I Feel Nothing When I See a Baby
I remember my firstborn's face up so clearly from that first ultrasound — his sweet lips, his turned upwardly nose, his big eyes, and the tiny fist of fingers that never moved from his mouth. I felt like I knew him instantly when he was born considering I'd already "met" him.
This 2nd time around, our babe'south been a bit photographic camera shy to say the least. After both the large anatomy scan and a bonus ultrasound, we had still yet to run across what our baby looked like. After the third ultrasound, where the face was finally revealed, I can't say the same near "coming together" my second kid like I did with my firstborn.
I've been carrying this growing child for 8 months now, nonetheless I still can't relate to him/her at all. I don't know if it's because I was expecting to run into my son's face reflected in this baby or not, only as soon as I saw the ultrasound photo, I felt like there was a stranger within me. In the midst of feeling similar a horrible mother and homo, I stole a sideways glance at my husband and immediately saw in his eyes that he felt it, too.
I know information technology'due south completely normal to non feel an instant bond and connexion with your baby during pregnancy, and even right after. It can have time and accommodation to actually, truly fall in love.
Just here I am viii months significant and what bond I did have with my growing baby feels like it was ripped away from me, all considering of an innocent ultrasound.
You would recall, if annihilation, an bodily photographic glimpse of your child would aid build the bridge that lets you connect and identify with your babe, simply for my hubby and I, it was the exact opposite.
Perhaps it's considering it took almost the entire pregnancy to lay eyes on more than just a spine or elbow, or perhaps it's the fact that the only experience I've had in the earth of ultrasounds is the face up of my offset child and this was not him.
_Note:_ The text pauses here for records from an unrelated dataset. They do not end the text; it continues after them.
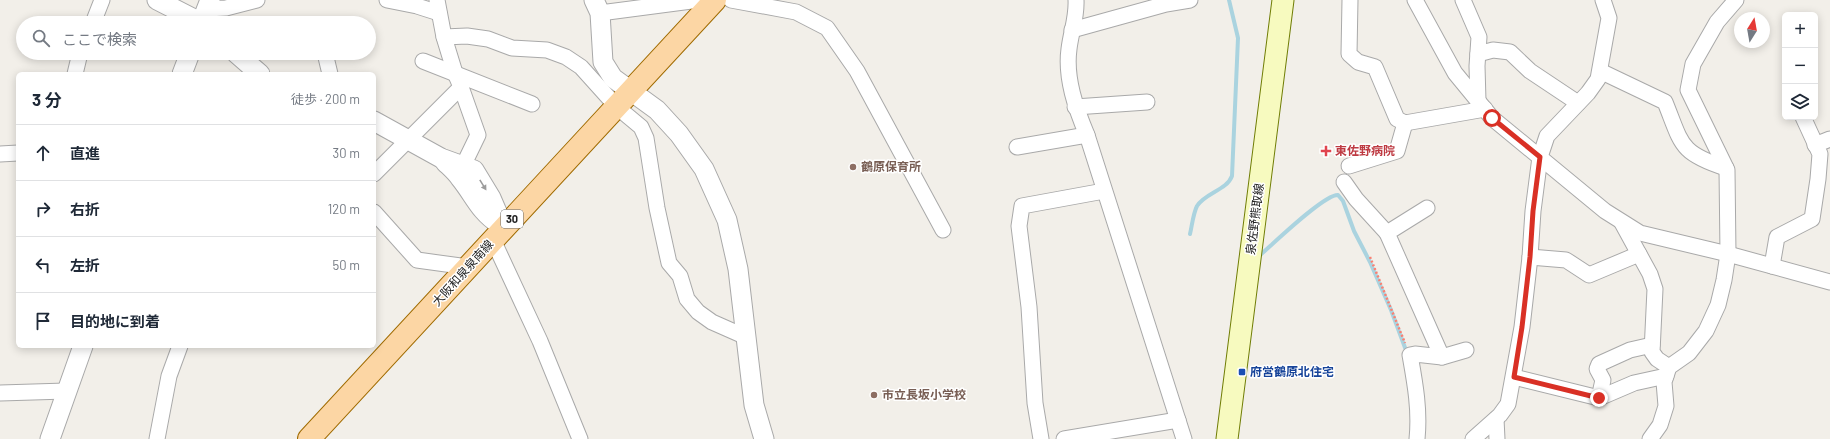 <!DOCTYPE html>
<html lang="ja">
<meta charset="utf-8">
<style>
:root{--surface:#fff;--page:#f2f2f3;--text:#1f2937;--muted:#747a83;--line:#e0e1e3}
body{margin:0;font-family:Barlow,"Noto Sans JP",sans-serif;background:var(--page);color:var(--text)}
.controls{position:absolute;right:12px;top:12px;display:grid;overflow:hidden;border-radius:6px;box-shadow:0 2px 10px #0003}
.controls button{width:36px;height:36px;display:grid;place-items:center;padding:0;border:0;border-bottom:1px solid var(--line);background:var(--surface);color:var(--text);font:20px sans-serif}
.compass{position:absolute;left:1734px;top:12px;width:36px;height:36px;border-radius:50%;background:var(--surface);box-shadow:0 2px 10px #0003;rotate:11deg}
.stop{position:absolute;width:12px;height:12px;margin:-9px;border:3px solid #d93025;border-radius:50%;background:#fff}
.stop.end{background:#d93025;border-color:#fff;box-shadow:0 1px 4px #0008}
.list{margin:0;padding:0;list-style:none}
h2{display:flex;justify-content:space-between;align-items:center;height:52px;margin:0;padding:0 16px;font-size:17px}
h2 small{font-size:13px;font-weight:400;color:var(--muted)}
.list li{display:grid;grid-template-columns:26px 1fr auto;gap:12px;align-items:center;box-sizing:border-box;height:56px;padding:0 16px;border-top:1px solid var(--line)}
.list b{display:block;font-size:15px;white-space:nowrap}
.list em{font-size:13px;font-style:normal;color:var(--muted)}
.icon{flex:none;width:22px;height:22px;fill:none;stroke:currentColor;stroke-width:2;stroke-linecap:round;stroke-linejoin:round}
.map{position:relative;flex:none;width:1830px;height:439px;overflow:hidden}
.search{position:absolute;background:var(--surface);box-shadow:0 2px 10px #0003;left:16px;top:16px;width:360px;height:44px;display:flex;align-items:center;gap:10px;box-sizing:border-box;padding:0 14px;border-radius:22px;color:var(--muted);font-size:15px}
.panel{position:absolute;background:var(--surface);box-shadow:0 2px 10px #0003;left:16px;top:72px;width:360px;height:276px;border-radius:6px}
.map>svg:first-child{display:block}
</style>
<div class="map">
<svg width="1830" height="439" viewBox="0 0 1830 439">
<rect width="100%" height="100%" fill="#f2efe9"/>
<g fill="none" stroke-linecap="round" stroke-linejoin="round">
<!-- stream -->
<g stroke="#aad3df" stroke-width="4">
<path d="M1190,234c2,-8 3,-20 7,-28 8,-13 30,-16 35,-30l6,-138 -9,-38"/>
<path d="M1258,257c13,-11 66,-63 80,-62l5,6 11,30 16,31 21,48 16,43"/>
</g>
<defs>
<g id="minor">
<polyline points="387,0 417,6 439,13"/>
<polyline points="437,0 444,37 455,73 461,87 478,135 463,166"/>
<polyline points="731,0 796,12 827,28 857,71 943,230"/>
<path d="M1076,0c1,17 -5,32 -7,49 -4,29 7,60 18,86l97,304"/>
<polyline points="1350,0 1349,54 1358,62 1375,67 1397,119 1405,123 1485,109"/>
<polyline points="1415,0 1455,73 1492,118 1605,211 1640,233 1728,254 1830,282"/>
<polyline points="1463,0 1479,37 1477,66 1478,101"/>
<polyline points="206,9 226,8 257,0"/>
<polyline points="600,13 699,0"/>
<polyline points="93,23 102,0"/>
<polyline points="1072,30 1166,4 1190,0"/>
<polyline points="444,37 467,36 488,39 512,48 547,50 566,57 581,67 617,107 641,127 646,138 657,208 669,263 680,276 687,299 698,312 712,322 746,337"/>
<polyline points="325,53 330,74"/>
<polyline points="1478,54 1493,50 1510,52 1530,71 1578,103"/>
<polyline points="423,61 532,104"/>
<path d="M1600,71l65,31c17,42 14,51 61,66"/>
<polyline points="75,74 80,53"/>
<polyline points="1075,107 1147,102"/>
<polyline points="1815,145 1830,139"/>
<polyline points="1017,147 1087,135"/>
<polyline points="0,154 18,153"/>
<polyline points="1349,166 1397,151 1405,123"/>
<polyline points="374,174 461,87"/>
<polyline points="1344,182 1356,199 1387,233"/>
<polyline points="1427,208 1387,233 1442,357"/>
<polyline points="374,212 417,260 468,267"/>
<polyline points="1622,223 1650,274 1655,289 1652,352 1657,359 1669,367"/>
<polyline points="493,240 540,341 580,439"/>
<polyline points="1530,257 1566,260 1589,275 1639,254"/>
<polyline points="1772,266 1777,237 1812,219 1818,179 1820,154 1803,117"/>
<polyline points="1514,377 1599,398 1634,383 1666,376"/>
<polyline points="0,393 66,391"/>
<polyline points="1599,398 1603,380 1597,369 1599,364 1630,350 1652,345"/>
<polyline points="1496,419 1497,439"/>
<polyline points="157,439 169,376 180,346"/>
<polyline points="1041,439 1035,403 1029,307 1019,226 1022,206 1104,191"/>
<polyline points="1064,439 1178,420"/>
<path d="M1417,439c3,-29 -2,-56 -7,-84l5,-1 27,3 24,-7"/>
<polyline points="1473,439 1500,415 1508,404 1522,327 1530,257 1533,211 1540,157 1547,136 1588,93 1598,79 1609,18 1603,0"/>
<polyline points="1650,439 1660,425 1666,406 1664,382 1669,367 1689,353 1706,331 1718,305 1724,280 1728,254 1727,170 1688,90 1693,64 1717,22 1736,0"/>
</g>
<g id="tertiary">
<polyline points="157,0 202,23"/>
<polyline points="594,0 600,13 603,62 613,78 657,110 679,134 704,169 727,220 738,269 754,405 764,439"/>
<polyline points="201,23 210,0"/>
<polyline points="236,53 260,74"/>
<polyline points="182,74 190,53"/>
<polyline points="374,121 441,158 474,170 491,198 504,228"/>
<path d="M445,162c5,5 11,10 15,16 14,17 19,33 39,46"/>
<polyline points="50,439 83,346"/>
</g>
<polyline id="secondary" points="1227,439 1283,0"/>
<polyline id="primary" points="309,439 715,0"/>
</defs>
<!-- minor casing -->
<use href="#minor" stroke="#a9a9a9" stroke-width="17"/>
<!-- tertiary casing -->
<use href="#tertiary" stroke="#a9a9a9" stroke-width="21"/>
<!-- secondary casing -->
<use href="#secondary" stroke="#707d05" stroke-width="23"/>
<!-- primary casing -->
<use href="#primary" stroke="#a06b00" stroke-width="24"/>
<!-- path -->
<polyline stroke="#fa8072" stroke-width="2.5" stroke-dasharray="2 2" stroke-linecap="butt" points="1370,257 1405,343"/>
<!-- minor -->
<use href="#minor" stroke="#fff" stroke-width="15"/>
<!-- tertiary -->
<use href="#tertiary" stroke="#fff" stroke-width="19"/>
<!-- secondary -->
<use href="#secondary" stroke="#f7fabf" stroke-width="21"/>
<!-- primary -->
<use href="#primary" stroke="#fcd6a4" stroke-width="22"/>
</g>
<!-- one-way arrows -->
<defs><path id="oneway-solid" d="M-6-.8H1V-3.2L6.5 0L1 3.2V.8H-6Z"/></defs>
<use fill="#9c9c9c" href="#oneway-solid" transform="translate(483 185) rotate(58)"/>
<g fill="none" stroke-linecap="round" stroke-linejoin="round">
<!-- route -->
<polyline stroke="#d93025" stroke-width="5" points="1492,118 1540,157 1533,211 1530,257 1522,327 1514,377 1599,398"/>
</g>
<!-- markers -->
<path fill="#e0444e" stroke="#fff" stroke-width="1.5" d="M1324 145h4v4h4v4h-4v4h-4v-4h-4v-4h4z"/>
<g fill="#8d6e63" stroke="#fff" stroke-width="1.5">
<circle cx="853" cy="167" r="4"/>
<circle cx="874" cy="395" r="4"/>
</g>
<rect fill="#1a4fb4" stroke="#fff" stroke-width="1.5" x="1238" y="368" width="8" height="8" rx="2"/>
<g text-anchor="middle" stroke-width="3" stroke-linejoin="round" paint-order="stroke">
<!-- shield labels -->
<rect fill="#fff" stroke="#646464" stroke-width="1" x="501" y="210" width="22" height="18" rx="3"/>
<g font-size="11" font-weight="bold" fill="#222">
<text x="512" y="223">30</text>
</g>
<!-- health labels -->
<g font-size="12" font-weight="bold" fill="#be3a42" stroke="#fff" text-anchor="start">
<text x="1335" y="155">東佐野病院</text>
</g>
<!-- education labels -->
<g font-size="12" font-weight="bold" fill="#785e54" stroke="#fff" text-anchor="start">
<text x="861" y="171">鶴原保育所</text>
<text x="882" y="399">市立長坂小学校</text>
</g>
<!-- street labels -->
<g font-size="12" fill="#222" stroke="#fff">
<text transform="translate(1255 219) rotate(-83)" y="4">泉佐野熊取線</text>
<text transform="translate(463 273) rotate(-48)" y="4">大阪和泉泉南線</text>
</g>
<!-- transit labels -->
<g font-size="12" font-weight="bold" fill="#164399" stroke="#fff" text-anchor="start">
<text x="1250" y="376">府営鶴原北住宅</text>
</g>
</g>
</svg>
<div class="controls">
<button>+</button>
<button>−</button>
<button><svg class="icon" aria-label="layers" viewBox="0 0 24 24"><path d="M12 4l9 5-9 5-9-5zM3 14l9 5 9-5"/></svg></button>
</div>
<svg class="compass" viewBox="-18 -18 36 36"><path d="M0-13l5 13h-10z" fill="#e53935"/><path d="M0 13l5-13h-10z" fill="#747a83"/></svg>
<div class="stop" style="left:1492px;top:118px"></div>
<div class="stop end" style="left:1599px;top:398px"></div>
<div class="search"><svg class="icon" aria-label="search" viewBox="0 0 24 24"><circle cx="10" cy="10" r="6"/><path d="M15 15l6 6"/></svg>ここで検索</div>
<section class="panel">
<h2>3 分<small>徒歩 · 200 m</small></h2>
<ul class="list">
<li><svg class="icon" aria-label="ahead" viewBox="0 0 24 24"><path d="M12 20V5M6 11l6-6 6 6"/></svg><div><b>直進</b></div><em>30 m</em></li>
<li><svg class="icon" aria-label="right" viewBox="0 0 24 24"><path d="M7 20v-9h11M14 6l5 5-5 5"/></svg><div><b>右折</b></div><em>120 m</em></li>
<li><svg class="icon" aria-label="left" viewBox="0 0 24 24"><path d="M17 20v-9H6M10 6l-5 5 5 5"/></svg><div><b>左折</b></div><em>50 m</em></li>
<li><svg class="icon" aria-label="arrive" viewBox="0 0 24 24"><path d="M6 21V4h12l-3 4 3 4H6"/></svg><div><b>目的地に到着</b></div></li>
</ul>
</section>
</div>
Whatever the reason, I suddenly feel completed disconnected and physically separated (as impossible as that sounds) from this baby growing inside me.
The existent fear this instills in me is that I won't exist able to connect to my baby when he or she is born. That I'll get through hours of labor and give birth, finally having that sugariness infant placed in my arms, only to feel like it'south not mine or that he or she doesn't belong in our family.
I instantly savage in love with my son when he was built-in three years ago. Although my love definitely grew into something greater as I got to know him more, that instant feeling of belonging was there without a doubtfulness.
This time, I see a subconscious face up barely peering dorsum at me, with lips and a nose that I don't recognize at all. Information technology might as well exist somebody else's baby far across the other side of the globe, or an image conjured up completely from imagination. (Only it's non my imagination it's coming from.)
I've tried hard not to compare my pregnancies in hopes that I'll also not compare my babies, merely simply uttering these words out loud has me feeling like I've already failed at raising siblings. I didn't know my firstborn before I saw his face up on the ultrasound, so why is it and then different this time effectually? Why tin't I connect and make room for this new, unfamiliar baby in my eye?
I know technology tin exist both a blessing and a expletive, and I'chiliad not sure which camp this falls under. A blessing because I can learn my infant'south healthy, just a curse because otherwise I wouldn't even be able to dream upward these feelings. Or perhaps a blessing because I can piece of work through this discomfort and shock at present, before I accept a baby to hold in my arms and care for.
I know I might sound crazy — I'yard the kickoff to admit it. Merely the realization that my husband — the well-nigh level-headed, not-overreactor I know — felt the same thing without me uttering a word, allow'south me know I'm at to the lowest degree not alone in my globe of crazy.
This mail service was originally featured on Babble.com.